Pull every line that includes the word "document" out of the data below and copy it.

(Saved entries)
Content starts

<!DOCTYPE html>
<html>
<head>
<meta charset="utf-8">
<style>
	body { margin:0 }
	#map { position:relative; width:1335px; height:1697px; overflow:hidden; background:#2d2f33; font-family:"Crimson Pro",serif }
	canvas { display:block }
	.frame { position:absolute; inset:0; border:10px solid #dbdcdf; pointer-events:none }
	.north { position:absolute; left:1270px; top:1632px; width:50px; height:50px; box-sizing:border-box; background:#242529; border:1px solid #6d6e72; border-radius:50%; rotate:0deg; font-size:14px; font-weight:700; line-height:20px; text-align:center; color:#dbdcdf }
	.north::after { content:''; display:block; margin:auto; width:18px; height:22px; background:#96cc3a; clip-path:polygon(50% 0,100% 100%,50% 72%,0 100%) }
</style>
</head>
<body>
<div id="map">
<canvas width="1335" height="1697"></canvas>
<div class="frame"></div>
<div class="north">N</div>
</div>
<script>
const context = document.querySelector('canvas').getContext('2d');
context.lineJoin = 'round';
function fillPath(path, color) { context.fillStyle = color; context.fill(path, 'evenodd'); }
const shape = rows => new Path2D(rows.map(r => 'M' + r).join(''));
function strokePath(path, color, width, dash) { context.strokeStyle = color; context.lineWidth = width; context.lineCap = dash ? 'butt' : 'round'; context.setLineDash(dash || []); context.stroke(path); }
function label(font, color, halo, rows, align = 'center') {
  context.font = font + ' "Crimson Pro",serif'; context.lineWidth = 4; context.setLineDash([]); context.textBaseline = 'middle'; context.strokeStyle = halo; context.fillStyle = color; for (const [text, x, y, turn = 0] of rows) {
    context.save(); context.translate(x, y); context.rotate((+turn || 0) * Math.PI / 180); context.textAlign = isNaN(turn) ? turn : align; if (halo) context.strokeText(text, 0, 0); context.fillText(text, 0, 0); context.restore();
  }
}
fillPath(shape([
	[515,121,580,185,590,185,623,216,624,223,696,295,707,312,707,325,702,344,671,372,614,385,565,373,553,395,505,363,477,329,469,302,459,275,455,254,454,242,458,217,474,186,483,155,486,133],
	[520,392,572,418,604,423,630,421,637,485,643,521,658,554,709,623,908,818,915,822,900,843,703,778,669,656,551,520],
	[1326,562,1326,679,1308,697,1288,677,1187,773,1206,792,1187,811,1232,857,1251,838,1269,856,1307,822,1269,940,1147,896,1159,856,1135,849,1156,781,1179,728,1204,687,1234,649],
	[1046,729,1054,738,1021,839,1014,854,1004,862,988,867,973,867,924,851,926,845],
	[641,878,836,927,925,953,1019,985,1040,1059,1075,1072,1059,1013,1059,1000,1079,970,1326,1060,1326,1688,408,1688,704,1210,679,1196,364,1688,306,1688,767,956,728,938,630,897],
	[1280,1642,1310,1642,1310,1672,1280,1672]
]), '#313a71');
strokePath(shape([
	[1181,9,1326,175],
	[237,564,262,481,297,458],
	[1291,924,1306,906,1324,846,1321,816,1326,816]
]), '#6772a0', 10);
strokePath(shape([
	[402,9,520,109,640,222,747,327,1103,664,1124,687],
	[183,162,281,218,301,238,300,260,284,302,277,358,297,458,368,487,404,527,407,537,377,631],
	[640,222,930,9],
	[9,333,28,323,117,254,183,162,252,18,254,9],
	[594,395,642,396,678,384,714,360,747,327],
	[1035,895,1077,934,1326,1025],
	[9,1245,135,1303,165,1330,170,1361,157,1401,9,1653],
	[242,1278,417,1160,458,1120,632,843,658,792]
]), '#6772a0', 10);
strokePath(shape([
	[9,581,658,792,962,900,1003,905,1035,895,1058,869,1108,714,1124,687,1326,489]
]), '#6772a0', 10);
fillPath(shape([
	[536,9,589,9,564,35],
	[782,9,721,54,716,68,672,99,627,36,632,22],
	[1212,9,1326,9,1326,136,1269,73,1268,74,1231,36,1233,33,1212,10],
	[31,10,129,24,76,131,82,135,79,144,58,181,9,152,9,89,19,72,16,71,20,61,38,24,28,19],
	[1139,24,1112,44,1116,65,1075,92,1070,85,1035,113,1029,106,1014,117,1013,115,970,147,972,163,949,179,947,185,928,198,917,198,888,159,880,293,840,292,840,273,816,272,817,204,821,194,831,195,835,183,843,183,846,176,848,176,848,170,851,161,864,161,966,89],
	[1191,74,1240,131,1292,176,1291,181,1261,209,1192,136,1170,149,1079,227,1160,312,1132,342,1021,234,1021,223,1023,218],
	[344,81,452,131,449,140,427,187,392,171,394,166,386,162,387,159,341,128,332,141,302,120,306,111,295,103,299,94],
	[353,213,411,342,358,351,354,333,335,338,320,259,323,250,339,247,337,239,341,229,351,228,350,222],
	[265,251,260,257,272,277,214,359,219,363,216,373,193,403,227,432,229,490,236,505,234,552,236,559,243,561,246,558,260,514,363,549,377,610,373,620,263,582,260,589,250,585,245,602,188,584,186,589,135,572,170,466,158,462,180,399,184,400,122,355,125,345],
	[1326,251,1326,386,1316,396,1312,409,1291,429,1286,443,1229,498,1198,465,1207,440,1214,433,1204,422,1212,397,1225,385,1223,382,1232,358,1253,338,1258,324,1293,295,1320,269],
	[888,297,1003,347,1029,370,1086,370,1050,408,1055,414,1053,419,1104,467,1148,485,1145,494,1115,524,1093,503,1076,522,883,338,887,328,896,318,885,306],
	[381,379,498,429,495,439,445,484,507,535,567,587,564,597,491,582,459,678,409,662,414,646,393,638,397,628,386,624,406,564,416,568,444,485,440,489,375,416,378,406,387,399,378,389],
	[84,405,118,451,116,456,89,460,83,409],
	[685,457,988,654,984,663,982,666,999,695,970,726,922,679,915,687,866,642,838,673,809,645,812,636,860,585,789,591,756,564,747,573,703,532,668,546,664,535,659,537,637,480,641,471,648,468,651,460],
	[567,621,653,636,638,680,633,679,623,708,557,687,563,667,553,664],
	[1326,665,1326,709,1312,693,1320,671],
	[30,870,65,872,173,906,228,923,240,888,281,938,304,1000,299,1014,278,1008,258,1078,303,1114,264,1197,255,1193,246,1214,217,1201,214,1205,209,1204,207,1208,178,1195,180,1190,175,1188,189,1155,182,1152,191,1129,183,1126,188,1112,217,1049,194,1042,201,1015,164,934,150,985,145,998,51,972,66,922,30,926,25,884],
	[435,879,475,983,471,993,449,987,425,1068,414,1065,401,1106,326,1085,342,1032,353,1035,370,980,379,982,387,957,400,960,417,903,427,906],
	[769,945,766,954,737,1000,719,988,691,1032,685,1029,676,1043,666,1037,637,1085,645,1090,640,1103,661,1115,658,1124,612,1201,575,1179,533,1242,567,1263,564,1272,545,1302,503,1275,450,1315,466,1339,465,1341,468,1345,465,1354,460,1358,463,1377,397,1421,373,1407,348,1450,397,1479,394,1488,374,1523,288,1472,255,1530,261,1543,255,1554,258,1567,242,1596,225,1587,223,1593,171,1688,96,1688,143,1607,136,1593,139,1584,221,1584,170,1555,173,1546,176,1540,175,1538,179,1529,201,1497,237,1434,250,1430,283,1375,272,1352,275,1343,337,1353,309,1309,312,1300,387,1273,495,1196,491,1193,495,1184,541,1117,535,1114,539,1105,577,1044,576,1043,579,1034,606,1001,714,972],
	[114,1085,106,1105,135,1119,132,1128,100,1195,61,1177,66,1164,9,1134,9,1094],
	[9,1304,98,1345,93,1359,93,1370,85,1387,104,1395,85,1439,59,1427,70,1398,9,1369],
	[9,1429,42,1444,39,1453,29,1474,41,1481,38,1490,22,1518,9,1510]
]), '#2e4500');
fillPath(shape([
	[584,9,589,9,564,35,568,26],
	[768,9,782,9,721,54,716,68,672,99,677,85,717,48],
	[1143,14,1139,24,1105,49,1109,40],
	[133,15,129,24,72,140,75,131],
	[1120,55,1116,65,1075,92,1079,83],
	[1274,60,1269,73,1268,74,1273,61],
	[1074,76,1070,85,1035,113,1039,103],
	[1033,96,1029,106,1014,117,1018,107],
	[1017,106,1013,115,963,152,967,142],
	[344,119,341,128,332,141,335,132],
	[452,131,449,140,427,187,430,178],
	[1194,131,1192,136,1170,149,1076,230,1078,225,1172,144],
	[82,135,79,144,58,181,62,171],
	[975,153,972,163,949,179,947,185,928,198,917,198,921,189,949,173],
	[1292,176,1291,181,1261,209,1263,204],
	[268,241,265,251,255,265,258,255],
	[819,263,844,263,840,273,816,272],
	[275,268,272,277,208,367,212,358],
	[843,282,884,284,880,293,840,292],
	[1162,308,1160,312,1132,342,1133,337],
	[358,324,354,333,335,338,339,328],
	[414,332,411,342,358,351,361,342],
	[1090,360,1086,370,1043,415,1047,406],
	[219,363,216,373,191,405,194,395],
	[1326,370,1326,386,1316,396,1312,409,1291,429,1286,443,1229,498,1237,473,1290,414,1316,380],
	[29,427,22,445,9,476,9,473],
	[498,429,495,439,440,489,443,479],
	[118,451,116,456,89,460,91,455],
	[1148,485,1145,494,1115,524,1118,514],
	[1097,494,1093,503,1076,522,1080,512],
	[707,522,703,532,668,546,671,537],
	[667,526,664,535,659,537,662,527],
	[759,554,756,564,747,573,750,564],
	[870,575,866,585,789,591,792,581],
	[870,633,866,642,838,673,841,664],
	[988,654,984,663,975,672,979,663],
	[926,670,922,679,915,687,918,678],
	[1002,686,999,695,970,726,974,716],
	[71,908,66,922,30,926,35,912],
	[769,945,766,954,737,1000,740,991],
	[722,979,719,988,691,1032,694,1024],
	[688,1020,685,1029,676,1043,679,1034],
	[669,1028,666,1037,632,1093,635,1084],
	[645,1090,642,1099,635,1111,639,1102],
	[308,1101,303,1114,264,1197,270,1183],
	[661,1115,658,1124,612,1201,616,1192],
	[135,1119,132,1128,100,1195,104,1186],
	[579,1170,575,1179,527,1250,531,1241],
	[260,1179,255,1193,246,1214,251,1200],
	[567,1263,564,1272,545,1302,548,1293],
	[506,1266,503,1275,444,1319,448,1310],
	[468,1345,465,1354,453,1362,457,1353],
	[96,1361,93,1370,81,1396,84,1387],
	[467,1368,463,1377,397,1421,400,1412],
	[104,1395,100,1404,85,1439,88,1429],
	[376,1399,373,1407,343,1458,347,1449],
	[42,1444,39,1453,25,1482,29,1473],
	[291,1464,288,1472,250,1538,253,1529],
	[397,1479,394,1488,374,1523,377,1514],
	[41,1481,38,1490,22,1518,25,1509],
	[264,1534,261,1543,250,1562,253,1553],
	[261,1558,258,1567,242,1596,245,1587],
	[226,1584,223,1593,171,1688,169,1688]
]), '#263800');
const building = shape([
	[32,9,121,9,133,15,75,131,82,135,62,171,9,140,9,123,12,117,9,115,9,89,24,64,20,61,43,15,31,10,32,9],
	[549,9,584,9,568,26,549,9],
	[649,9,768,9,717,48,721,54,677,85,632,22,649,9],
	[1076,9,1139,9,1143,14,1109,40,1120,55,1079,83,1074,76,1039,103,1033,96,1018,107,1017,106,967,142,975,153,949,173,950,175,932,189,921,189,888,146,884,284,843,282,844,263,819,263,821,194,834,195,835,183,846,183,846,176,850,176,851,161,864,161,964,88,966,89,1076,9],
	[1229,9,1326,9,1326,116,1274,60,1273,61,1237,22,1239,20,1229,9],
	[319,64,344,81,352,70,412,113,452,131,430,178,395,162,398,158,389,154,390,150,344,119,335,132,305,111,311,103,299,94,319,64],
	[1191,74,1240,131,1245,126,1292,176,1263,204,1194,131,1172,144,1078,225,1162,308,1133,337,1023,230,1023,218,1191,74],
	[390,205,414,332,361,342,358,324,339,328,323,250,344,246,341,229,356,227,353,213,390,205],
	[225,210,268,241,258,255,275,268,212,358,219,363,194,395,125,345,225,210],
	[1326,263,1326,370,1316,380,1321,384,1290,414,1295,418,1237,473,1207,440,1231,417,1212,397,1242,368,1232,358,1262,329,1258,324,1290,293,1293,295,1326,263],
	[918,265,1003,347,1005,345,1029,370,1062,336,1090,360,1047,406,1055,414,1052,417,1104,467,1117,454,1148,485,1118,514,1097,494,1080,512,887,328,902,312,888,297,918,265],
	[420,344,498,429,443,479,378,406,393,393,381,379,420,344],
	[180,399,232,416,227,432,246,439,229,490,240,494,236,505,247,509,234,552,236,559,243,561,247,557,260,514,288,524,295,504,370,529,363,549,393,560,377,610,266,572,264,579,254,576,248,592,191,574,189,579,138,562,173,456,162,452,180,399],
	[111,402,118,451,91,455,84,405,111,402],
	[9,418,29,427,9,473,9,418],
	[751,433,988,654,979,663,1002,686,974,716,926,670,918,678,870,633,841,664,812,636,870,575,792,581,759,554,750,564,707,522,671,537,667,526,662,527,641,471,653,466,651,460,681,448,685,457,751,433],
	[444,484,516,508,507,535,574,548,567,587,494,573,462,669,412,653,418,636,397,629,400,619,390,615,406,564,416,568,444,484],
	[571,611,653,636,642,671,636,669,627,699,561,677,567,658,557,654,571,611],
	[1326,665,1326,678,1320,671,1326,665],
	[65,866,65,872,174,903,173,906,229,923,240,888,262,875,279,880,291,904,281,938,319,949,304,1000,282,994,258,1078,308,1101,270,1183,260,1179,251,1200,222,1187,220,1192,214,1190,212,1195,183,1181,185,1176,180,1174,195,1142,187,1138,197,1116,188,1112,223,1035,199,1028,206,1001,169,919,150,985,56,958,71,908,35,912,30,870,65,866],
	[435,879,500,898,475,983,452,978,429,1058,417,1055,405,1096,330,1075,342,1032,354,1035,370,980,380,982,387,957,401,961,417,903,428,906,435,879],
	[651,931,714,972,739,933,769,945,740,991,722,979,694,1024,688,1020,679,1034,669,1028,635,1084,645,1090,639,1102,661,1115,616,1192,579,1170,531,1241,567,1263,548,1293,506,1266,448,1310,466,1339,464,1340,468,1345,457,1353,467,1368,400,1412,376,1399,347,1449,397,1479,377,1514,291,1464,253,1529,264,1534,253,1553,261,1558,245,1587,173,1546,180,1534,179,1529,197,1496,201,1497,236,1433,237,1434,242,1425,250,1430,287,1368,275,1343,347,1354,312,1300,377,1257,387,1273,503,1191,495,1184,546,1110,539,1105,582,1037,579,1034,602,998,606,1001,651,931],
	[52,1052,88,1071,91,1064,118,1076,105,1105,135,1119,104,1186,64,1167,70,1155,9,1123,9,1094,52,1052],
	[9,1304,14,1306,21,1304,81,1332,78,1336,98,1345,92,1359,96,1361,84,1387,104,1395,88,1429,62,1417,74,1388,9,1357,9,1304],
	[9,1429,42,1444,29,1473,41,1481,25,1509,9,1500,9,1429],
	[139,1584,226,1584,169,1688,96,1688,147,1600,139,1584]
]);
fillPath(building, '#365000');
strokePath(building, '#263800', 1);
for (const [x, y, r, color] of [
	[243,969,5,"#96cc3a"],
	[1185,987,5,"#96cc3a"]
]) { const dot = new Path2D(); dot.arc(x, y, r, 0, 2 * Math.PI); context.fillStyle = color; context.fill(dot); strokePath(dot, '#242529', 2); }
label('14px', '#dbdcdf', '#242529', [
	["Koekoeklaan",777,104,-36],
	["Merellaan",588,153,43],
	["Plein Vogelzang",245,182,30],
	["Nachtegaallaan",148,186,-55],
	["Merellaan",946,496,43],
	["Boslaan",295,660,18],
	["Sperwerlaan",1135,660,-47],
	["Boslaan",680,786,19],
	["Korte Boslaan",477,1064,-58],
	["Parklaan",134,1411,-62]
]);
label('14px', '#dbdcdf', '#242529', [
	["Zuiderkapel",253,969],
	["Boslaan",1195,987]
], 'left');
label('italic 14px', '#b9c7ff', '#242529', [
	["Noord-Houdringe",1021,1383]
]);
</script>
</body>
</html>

Content ends
Content starts

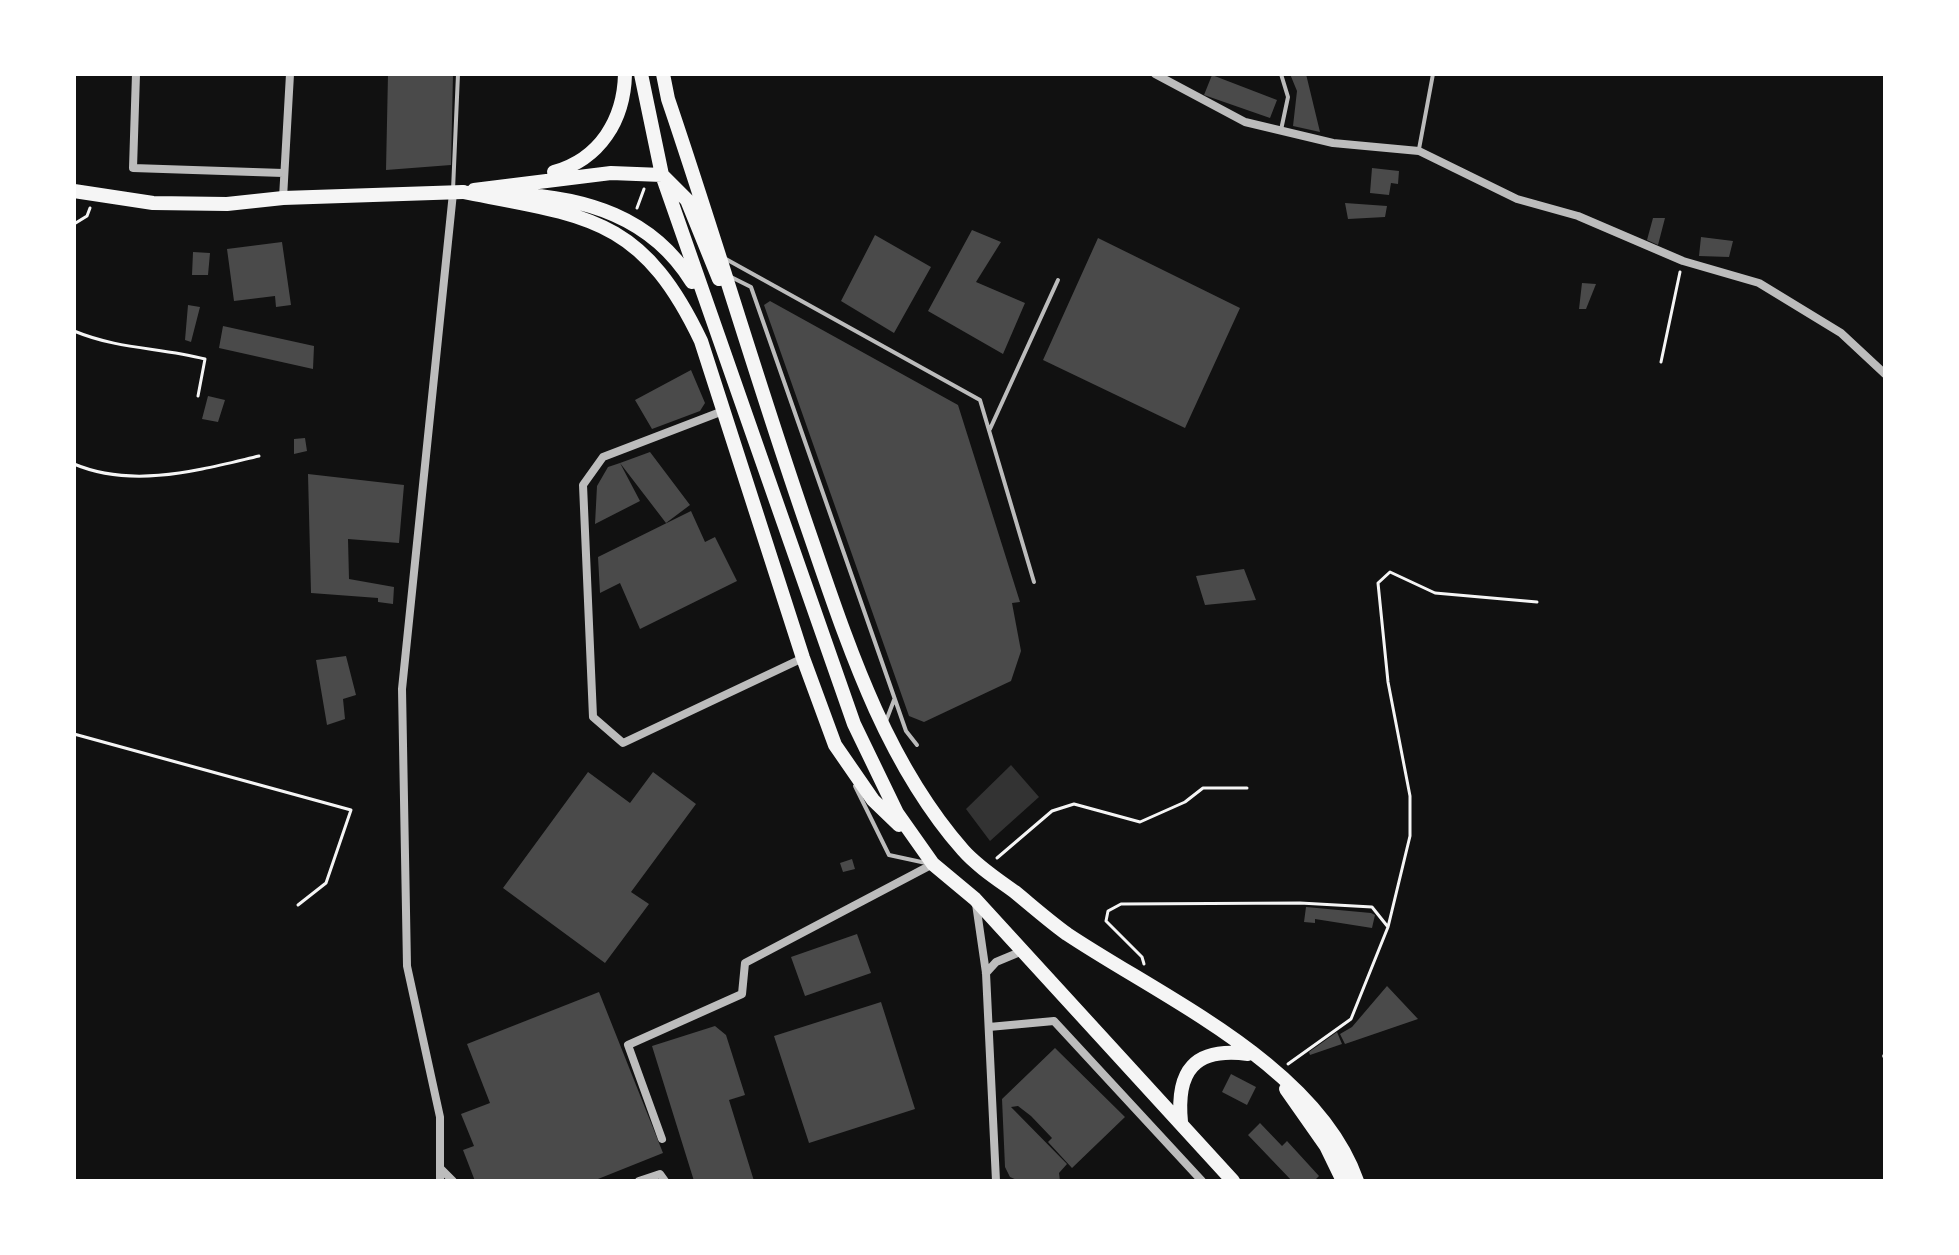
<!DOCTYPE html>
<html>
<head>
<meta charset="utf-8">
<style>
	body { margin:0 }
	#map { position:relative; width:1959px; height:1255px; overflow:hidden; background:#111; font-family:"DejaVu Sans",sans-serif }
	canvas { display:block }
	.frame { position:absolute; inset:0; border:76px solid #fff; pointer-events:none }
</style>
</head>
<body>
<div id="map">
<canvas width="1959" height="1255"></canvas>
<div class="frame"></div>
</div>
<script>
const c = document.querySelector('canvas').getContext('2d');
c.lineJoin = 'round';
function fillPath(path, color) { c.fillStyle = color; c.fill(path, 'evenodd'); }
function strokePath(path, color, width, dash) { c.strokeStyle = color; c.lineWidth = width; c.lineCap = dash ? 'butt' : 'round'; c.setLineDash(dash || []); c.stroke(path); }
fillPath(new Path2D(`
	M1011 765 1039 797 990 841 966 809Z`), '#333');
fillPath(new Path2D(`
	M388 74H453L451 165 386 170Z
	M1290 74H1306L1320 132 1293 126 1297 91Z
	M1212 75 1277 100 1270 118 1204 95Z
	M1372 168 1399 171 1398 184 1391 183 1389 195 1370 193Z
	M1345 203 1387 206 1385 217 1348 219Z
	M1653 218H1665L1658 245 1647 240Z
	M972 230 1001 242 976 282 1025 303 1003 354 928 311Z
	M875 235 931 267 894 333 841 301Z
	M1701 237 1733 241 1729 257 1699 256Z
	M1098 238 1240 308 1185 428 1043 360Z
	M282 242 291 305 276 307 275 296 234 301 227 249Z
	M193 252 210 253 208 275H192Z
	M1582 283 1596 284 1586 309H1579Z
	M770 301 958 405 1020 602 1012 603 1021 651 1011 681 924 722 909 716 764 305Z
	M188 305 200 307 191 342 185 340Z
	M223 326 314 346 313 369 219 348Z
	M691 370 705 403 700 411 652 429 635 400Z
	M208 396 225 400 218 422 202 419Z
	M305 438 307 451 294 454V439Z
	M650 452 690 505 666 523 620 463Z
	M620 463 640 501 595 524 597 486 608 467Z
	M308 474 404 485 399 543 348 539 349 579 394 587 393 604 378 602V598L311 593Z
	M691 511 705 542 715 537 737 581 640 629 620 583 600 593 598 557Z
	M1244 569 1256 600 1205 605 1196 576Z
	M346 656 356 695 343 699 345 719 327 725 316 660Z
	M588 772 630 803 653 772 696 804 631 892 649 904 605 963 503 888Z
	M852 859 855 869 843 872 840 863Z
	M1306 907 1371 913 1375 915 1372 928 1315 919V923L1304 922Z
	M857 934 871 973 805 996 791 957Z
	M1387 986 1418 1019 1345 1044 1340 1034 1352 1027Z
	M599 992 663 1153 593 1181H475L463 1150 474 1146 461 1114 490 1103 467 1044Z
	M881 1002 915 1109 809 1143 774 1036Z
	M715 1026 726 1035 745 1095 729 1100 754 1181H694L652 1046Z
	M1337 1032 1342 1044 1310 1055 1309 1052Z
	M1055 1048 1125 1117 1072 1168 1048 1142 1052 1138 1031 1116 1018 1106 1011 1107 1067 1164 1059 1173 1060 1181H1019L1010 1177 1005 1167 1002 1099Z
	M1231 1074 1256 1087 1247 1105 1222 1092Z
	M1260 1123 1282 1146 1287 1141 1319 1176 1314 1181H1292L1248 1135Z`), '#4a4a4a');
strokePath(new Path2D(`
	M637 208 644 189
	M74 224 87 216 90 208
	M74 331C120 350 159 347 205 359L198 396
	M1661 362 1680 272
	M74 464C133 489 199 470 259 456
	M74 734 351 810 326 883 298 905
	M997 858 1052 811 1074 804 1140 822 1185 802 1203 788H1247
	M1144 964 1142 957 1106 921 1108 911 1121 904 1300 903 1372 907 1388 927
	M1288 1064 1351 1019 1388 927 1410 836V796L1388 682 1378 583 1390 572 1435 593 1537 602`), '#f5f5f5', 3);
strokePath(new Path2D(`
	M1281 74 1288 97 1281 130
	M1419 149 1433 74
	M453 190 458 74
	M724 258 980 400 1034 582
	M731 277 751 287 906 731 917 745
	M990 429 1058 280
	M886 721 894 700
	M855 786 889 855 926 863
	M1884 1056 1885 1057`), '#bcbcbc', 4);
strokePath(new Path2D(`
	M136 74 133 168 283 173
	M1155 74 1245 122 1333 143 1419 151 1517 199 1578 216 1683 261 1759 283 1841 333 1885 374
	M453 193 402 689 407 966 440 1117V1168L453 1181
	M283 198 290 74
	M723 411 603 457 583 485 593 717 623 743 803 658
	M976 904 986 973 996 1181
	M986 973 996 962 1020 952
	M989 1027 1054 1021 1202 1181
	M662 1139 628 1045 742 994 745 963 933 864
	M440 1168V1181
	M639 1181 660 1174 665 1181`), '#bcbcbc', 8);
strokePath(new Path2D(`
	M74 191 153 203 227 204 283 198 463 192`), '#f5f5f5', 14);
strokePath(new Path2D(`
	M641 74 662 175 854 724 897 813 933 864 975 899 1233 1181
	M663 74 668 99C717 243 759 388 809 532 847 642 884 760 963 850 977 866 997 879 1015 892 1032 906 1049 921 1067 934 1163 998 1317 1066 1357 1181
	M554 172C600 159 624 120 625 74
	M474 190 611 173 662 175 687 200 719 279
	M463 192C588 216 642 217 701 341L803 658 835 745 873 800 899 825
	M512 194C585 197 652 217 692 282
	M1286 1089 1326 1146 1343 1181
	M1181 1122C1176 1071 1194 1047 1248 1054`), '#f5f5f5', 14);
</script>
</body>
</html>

Content ends

-- Task output --
const context = document.querySelector('canvas').getContext('2d');
const c = document.querySelector('canvas').getContext('2d');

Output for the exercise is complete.